Search the records for "dash" and copy each line that holds it.

[Dataset entries]
--- START ---
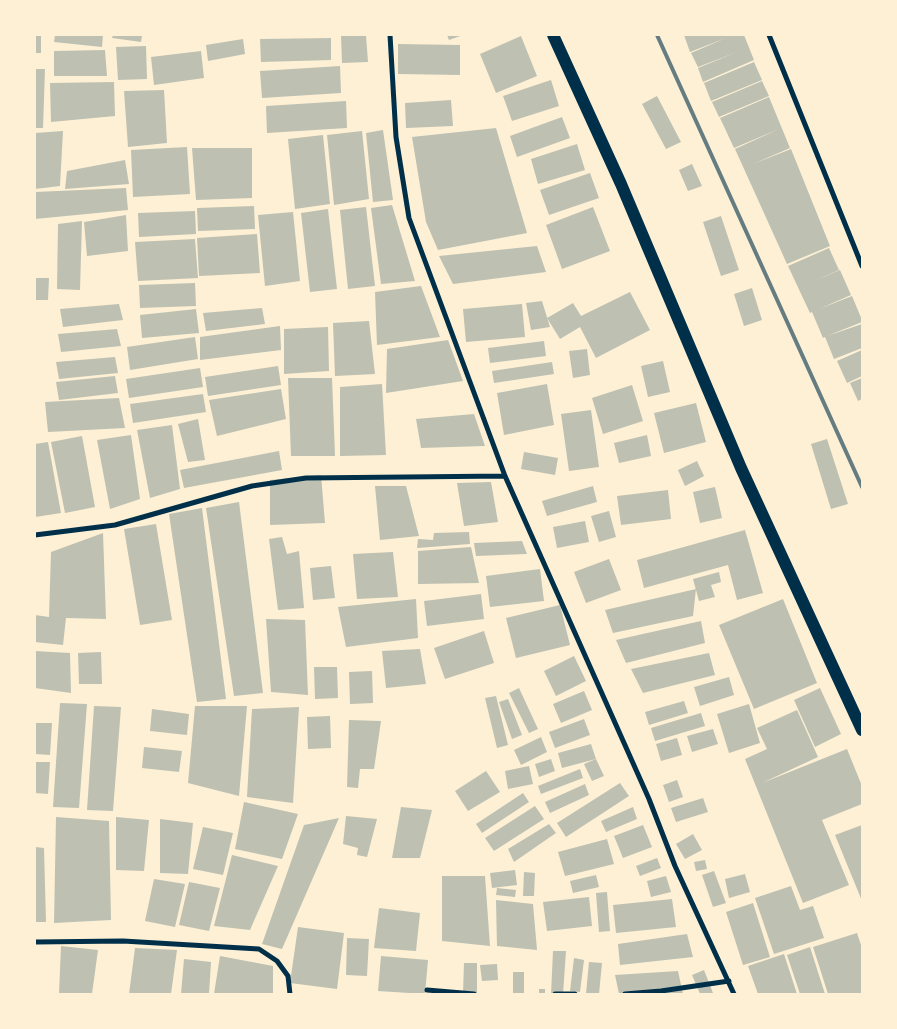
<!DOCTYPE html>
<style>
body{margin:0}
#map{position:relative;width:897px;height:1029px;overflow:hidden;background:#fdf0d5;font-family:"Work Sans",sans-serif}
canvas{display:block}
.frame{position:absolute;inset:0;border:36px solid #fdf0d5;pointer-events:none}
</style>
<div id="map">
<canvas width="897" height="1029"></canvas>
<div class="frame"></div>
</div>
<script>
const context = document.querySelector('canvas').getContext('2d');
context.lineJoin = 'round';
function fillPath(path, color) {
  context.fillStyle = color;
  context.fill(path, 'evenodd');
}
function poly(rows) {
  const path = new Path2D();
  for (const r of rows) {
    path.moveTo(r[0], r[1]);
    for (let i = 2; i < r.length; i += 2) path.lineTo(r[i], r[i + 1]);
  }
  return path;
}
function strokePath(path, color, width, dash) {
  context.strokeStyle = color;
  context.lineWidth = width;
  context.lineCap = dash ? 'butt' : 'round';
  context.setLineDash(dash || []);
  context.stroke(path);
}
fillPath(poly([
 [35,35,41,35,41,53,35,53],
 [55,35,103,35,102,47,54,42],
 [113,35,142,35,141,42,112,38],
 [341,35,366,35,368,62,342,63],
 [447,35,463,35,449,40],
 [684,35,744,35,754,60,703,82,698,68,737,52,698,67,691,53,726,38,690,52],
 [521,36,537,76,496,93,480,54],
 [331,38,331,60,261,62,260,39],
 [243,39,245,54,208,61,206,45],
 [398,44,460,45,460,75,398,74],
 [146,46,147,79,118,80,116,47],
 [105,50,107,76,54,76,54,51],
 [201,51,204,78,154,85,151,57],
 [754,62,762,80,711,101,704,83],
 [340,66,341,93,262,98,260,71],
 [35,69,45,69,43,128,35,128],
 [551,80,559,106,512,121,503,96],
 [762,81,769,96,719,117,712,102],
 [114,82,115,116,51,122,50,83],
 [164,90,167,143,128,147,124,91],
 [657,96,681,142,666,149,642,104],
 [769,97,790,148,753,164,791,149,830,246,787,264,735,149,779,129,734,148,720,118],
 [451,100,453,126,406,128,405,103],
 [346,101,347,128,267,133,266,106],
 [562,117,570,138,517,157,510,136],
 [496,128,527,233,438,250,426,222,412,137],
 [383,130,393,200,373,202,366,133],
 [63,131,60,186,35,189,35,133],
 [362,131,369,199,334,205,327,135],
 [323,135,330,204,295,209,288,139],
 [577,144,585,170,538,184,531,159],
 [187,147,190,194,133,197,131,150],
 [192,148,252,148,252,198,196,200],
 [125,160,129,184,65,189,67,171],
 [692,164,702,186,688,191,679,170],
 [590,173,599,198,549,215,540,190],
 [126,188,128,210,35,219,35,192],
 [392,205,415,281,381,284,371,208],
 [254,206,255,229,198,231,197,208],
 [366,207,375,286,348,289,340,210],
 [593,207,610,251,562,269,546,225],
 [328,209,337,289,310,292,301,213],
 [195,211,196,234,139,237,138,213],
 [293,212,300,281,265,286,258,215],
 [126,215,128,251,87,256,84,222],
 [721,216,739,270,721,276,703,222],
 [82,221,80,290,57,289,58,224],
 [257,234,260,273,199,276,197,238],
 [195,239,198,278,138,281,135,242],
 [537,246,546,272,453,284,439,256],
 [829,248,839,270,812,282,840,270,851,295,819,309,852,296,862,320,862,322,827,336,862,324,862,348,834,359,825,337,823,338,812,312,810,313,788,266],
 [35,278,49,278,48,300,35,300],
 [195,283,196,306,140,308,139,285],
 [421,286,440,337,377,345,375,292],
 [752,288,762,320,744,326,734,294],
 [630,292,650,330,596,358,580,327,560,339,547,318,573,303,581,316],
 [542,301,550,327,531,330,526,303],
 [119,304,123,320,63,327,60,309],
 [522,304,525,337,466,342,463,309],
 [262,308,265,324,206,331,203,313],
 [196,309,199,333,142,338,140,315],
 [369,321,375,374,335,376,333,323],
 [280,326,281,350,200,360,200,337],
 [328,327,329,371,284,374,284,329],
 [117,329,121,346,61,352,58,334],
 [195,337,198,359,130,370,127,347],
 [448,340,463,381,386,393,387,349],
 [544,341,546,356,490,363,488,348],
 [587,349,590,375,573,378,569,351],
 [862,350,862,376,847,383,837,361],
 [115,357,118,373,59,379,56,362],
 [663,361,670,392,648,397,641,366],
 [552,362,554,374,494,383,492,371],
 [278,366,281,385,208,396,205,377],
 [200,368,203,387,129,398,126,379],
 [115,376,118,393,59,400,56,382],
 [288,378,332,378,335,456,291,456],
 [862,378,862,399,858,401,850,383],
 [382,384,386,455,340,456,340,387],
 [547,384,554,425,504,435,497,393],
 [632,385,643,421,603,434,592,398],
 [281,389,286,419,217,436,209,400],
 [203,394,206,412,133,423,130,404],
 [119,398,125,428,48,432,45,402],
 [696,403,706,442,664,453,654,413],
 [591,410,599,467,569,471,561,414],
 [474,414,485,446,421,448,416,419],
 [198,419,205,460,188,462,178,424],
 [172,425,180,489,150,498,137,430],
 [131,435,140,499,110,509,97,440],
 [647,435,651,456,619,463,614,443],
 [82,436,95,507,65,513,51,442],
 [827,439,848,504,831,509,811,444],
 [48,442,61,513,35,517,35,444],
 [279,451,282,470,184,488,180,470],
 [524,452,558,458,555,475,521,469],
 [697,461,704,476,685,486,678,470],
 [321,475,325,523,270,525,270,480],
 [491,482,498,522,464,526,457,483],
 [375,486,406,486,419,536,380,540],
 [593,486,597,502,547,516,542,501],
 [715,487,722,518,700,523,693,492],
 [668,490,671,519,621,525,617,496],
 [239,502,263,693,234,696,206,508],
 [202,508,226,699,197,702,169,514],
 [609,511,616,537,599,542,591,516],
 [585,521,589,542,557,548,553,527],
 [156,524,172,620,140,625,124,529],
 [745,530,763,593,737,600,728,565,644,588,637,560],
 [469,532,470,544,417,548,418,539,433,540,434,533],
 [103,533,106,619,66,618,63,645,35,642,35,615,49,617,51,552],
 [282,537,287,554,299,551,304,608,278,610,269,539],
 [522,541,527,554,476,556,474,543],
 [471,547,479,583,418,584,418,551],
 [393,552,398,597,357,599,353,554],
 [609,559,621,590,586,603,574,572],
 [331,566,335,598,313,600,310,568],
 [540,569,544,601,490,607,486,576],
 [719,572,721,582,711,585,715,597,699,601,693,579],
 [696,589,693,616,613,633,605,610],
 [481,594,484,619,427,626,424,601],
 [416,599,418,638,346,647,338,607],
 [783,599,817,683,754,709,719,625],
 [560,605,570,645,516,658,506,618],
 [266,619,305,620,308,695,271,692],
 [701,621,705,643,626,663,616,640],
 [484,631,494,663,445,679,434,648],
 [420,649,426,684,386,688,382,651],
 [35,651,70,653,71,693,35,688],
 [101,652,102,684,79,684,78,653],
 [709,653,715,675,643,693,631,669],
 [574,656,586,681,556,696,544,671],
 [314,667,337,667,338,698,315,699],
 [372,671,373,703,350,704,349,672],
 [729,677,734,695,700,706,694,687],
 [519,688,538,729,529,733,509,693],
 [820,688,841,734,815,747,794,700],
 [584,691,592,710,561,723,553,704],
 [496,696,508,745,497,748,485,698],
 [508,699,522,735,512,739,499,702],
 [684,701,688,713,649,725,645,712],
 [60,703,87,704,79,808,53,807],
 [749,704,760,743,729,753,717,714],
 [94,706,121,707,113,811,87,810],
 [195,706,247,706,239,796,188,783],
 [299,707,293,803,247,797,252,709],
 [152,709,189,714,187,735,150,731],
 [797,710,818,757,762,783,847,749,862,786,862,804,822,820,849,885,803,903,745,759,767,749,757,728],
 [701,713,705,726,655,741,651,728],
 [330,716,331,748,308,749,307,717],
 [584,719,590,735,555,748,549,732],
 [349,720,381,721,374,769,360,769,358,788,347,787],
 [35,723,52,723,50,755,35,754],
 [713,729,718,744,692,752,687,736],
 [541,737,547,752,521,765,514,750],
 [677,738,682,755,661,761,656,744],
 [591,744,596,759,562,768,558,753],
 [144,747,182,751,179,772,142,768],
 [551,759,555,771,539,777,535,764],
 [596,759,604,776,592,781,584,764],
 [35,762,50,762,48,794,35,793],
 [529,766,533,784,508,789,505,771],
 [580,769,583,778,541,794,538,786],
 [486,771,500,792,468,811,455,791],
 [677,780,683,797,669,802,663,785],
 [620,783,629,796,566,837,557,823],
 [585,784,589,795,550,813,545,802],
 [523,793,529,802,482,833,476,824],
 [703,798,708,812,676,822,671,808],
 [244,802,298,814,282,859,235,849],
 [535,806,544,819,494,851,485,838],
 [401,807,432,810,420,858,392,858],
 [633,807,637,819,606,832,601,821],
 [346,816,377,819,367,857,357,855,358,848,343,844],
 [56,817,109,821,111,920,54,923],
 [116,817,149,820,144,871,116,870],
 [339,818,282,949,262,944,304,825],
 [160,819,193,823,188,874,160,873],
 [549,824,556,833,514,862,508,849],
 [643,825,652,847,623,858,614,836],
 [862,825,862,901,835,835],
 [203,827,233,833,223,875,193,869],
 [693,834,702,850,685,859,676,844],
 [607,839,614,864,565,876,558,852],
 [35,847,44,848,46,922,35,922],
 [232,855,278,866,250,930,214,926],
 [657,858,661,868,640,876,636,866],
 [705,860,707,869,696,871,694,862],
 [515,870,517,885,492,888,490,873],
 [714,871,726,903,713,907,702,875],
 [524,872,535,873,534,896,523,896],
 [745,874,750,892,729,898,725,879],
 [596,875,599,887,573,893,570,881],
 [442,876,485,876,490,946,442,941],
 [666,876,671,892,651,897,647,881],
 [154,879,185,884,175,927,145,921],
 [189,882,220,888,209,931,179,925],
 [791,886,800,910,813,906,824,938,774,954,755,898],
 [497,888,516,890,515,897,496,895],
 [607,892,610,931,599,932,596,893],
 [589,897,592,926,547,931,543,902],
 [672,899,676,927,616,933,613,905],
 [496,900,533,904,537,950,497,946],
 [753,903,770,957,743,965,726,912],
 [379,908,420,913,416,951,374,948],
 [298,927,344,933,337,989,290,983],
 [857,933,862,948,862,994,828,994,813,947],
 [687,934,693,957,620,965,618,944],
 [347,938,369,939,367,976,346,975],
 [61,946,98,950,92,994,59,994],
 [810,947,825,994,800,994,787,955],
 [135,948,177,950,171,994,129,994],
 [553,951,566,951,563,994,551,994],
 [784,954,797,994,758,994,748,966],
 [220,956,273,966,273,994,214,994],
 [381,956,428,960,425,994,378,991],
 [574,958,584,960,580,992,570,991],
 [184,959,211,962,209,994,181,994],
 [589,962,602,963,599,994,586,994],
 [464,963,477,963,477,994,463,994],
 [497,964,498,980,482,981,480,965],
 [704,970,713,993,709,994,700,994,692,975],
 [678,971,683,994,619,994,615,975],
 [513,972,524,972,524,994,513,994],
 [539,989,545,989,545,994,539,994]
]), '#bec0b2');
strokePath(poly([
 [390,35,396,137,409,218,505,476,649,799,675,866,734,994],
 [769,35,862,266],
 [35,535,115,525,252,486,306,478,505,476],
 [35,942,123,941,259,949,277,961,288,976,290,994],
 [427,990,474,994],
 [555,994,575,994],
 [625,994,661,991,729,981]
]), '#003049', 5);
strokePath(poly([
 [553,35,621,184,741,468,862,730]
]), '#003049', 12);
strokePath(poly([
 [657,35,862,487]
]), '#657d81', 4);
</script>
--- END ---
**SOLUTION TO THIS PROBLEM**
function strokePath(path, color, width, dash) {
  context.lineCap = dash ? 'butt' : 'round';
  context.setLineDash(dash || []);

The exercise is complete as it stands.